--- DATASET CONTENT ---
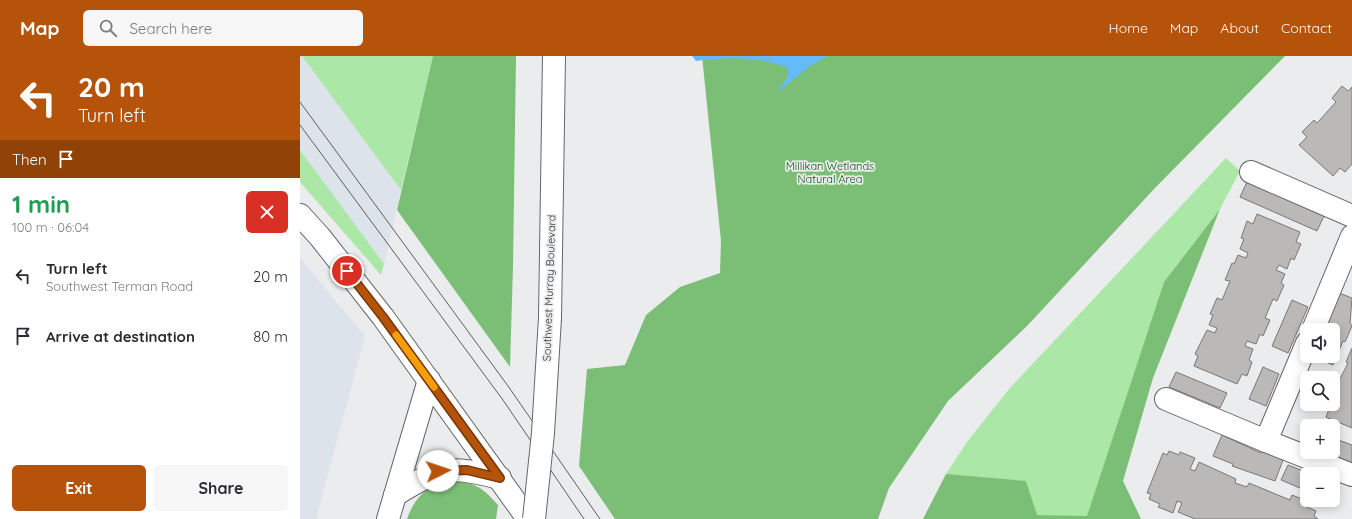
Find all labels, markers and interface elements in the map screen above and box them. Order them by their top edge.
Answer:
search box [83,10,363,46]
text: Map [20,16,59,40]
icon: search [97,17,119,39]
text: Search here [129,19,212,38]
text: Home [1109,19,1148,37]
text: Map [1170,19,1198,37]
text: About [1220,19,1259,37]
text: Contact [1281,19,1332,37]
text: 20 m [78,69,145,104]
icon: left [12,72,64,124]
text: Turn left [78,104,146,127]
icon: arrive [55,148,77,170]
text: Then [12,150,47,169]
park label: Millikan Wetlands Natural Area [786,159,874,186]
text: 1 min [12,189,70,219]
button: close [246,191,288,233]
street label: Southwest Murray Boulevard [539,214,559,362]
text: 100 m · 06:04 [12,219,89,235]
pin [330,254,364,288]
text: Turn left [46,259,108,278]
icon: arrive [336,260,358,282]
icon: left [12,265,34,287]
text: 20 m [253,267,288,286]
text: Southwest Terman Road [46,278,193,294]
map controls [1300,323,1340,507]
button: sound [1300,323,1340,363]
icon: arrive [12,325,34,347]
text: Arrive at destination [46,327,195,346]
text: 80 m [253,327,288,346]
button: search [1300,371,1340,411]
button: + [1300,419,1340,459]
position arrow [417,450,459,492]
button: Exit [12,465,146,511]
button: Share [154,465,288,511]
button: − [1300,467,1340,507]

--- ABOUT THIS EXERCISE ---
Set down the material above as is, without any pictures.

--- SOLUTION TO THIS EXERCISE ---
Find all labels, markers and interface elements in the map screen above and box them. Order them by their top edge.
Answer:
search box [83,10,363,46]
text: Map [20,16,59,40]
icon: search [97,17,119,39]
text: Search here [129,19,212,38]
text: Home [1109,19,1148,37]
text: Map [1170,19,1198,37]
text: About [1220,19,1259,37]
text: Contact [1281,19,1332,37]
text: 20 m [78,69,145,104]
icon: left [12,72,64,124]
text: Turn left [78,104,146,127]
icon: arrive [55,148,77,170]
text: Then [12,150,47,169]
park label: Millikan Wetlands Natural Area [786,159,874,186]
text: 1 min [12,189,70,219]
button: close [246,191,288,233]
street label: Southwest Murray Boulevard [539,214,559,362]
text: 100 m · 06:04 [12,219,89,235]
pin [330,254,364,288]
text: Turn left [46,259,108,278]
icon: arrive [336,260,358,282]
icon: left [12,265,34,287]
text: 20 m [253,267,288,286]
text: Southwest Terman Road [46,278,193,294]
map controls [1300,323,1340,507]
button: sound [1300,323,1340,363]
icon: arrive [12,325,34,347]
text: Arrive at destination [46,327,195,346]
text: 80 m [253,327,288,346]
button: search [1300,371,1340,411]
button: + [1300,419,1340,459]
position arrow [417,450,459,492]
button: Exit [12,465,146,511]
button: Share [154,465,288,511]
button: − [1300,467,1340,507]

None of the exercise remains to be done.